Regarding the ancient Egyptian world, it was boxier and more rectangular. Initially, they imagined their sky as a cow, with one foot firmly planted in each corner of the Earth, or as a lady sitting on her hands and knees. Later, they compared it to a vaulted metal lid. Finally, they thought that the sun and moon deities sailed down a river that flowed along with an elevated gallery that surrounded the interior walls of the box. Galaxy art of some talented artists prevail to depict those information closely.

According to early Greek cosmology, Homer’s globe resembled a floating disc bordered by Oceanus, the vast legendary river that encompassed the Earth. But as time progressed, the ancient Greeks’ remarkable gains in understanding the structure of the cosmos spurred them to become the driving force behind Western astronomy and science creation.

Aristarchus of Samos (310 B.C. to 230 B.C. ), one of the greatest ancient astronomers, was responsible for the earliest-known heliocentric theory of the solar system, which placed the sun at the midpoint of the universe, with the Earth revolving around it once a year and rotating on its axis once a day. Describing the sun as the “centerfire” of the universe, he accurately mapped the distances of all then-known planets from it.

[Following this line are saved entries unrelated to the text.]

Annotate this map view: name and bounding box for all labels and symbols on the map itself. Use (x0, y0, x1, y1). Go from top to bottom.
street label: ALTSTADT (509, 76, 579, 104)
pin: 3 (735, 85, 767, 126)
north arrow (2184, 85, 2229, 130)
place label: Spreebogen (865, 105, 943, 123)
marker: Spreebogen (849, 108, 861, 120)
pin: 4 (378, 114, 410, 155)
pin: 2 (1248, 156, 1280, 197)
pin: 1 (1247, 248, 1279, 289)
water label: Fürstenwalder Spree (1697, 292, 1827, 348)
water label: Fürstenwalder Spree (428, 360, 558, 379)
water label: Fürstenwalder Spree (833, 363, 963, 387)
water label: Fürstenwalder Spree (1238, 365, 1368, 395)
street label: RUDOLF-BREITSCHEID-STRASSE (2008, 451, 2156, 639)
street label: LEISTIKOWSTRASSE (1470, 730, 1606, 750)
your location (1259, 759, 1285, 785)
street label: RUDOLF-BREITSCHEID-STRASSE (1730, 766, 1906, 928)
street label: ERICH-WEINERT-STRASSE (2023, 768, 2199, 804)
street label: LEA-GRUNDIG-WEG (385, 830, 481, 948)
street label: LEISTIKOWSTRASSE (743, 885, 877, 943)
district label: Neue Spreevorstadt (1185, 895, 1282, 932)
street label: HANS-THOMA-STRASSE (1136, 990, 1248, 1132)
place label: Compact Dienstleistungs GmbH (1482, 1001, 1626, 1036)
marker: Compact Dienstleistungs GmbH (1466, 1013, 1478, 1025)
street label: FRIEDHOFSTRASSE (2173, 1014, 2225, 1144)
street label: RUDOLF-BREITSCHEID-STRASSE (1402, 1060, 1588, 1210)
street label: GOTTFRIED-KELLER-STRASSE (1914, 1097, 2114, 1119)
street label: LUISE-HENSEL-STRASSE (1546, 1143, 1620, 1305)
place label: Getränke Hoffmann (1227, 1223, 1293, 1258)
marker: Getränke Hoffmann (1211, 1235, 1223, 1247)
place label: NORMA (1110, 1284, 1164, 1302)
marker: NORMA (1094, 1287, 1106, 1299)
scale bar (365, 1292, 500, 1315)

Sadly for Aristarchus and the development of astronomical science, Aristotle and most ancient Greek scholars rejected his heliocentric view. Instead, the Earth-centered model of the cosmos created by Claudius Ptolemy of Alexandria in 140 A.D. endured, dominating Western thought for about 1,400 years until it was eventually overthrown by Renaissance astronomer and polymath Nicolaus Copernicus in the 16th century.

Ptolemy’s geocentric model, which was not only erroneous but also mind-bogglingly complicated, did not have much going for it other than its endurance. Indeed, it was so complicated that Alfonso X, King of Castile in the 13th century, was supposed to have said, after describing it to him, “If the Lord Almighty had consulted me before beginning Creation, I would have suggested something easier.”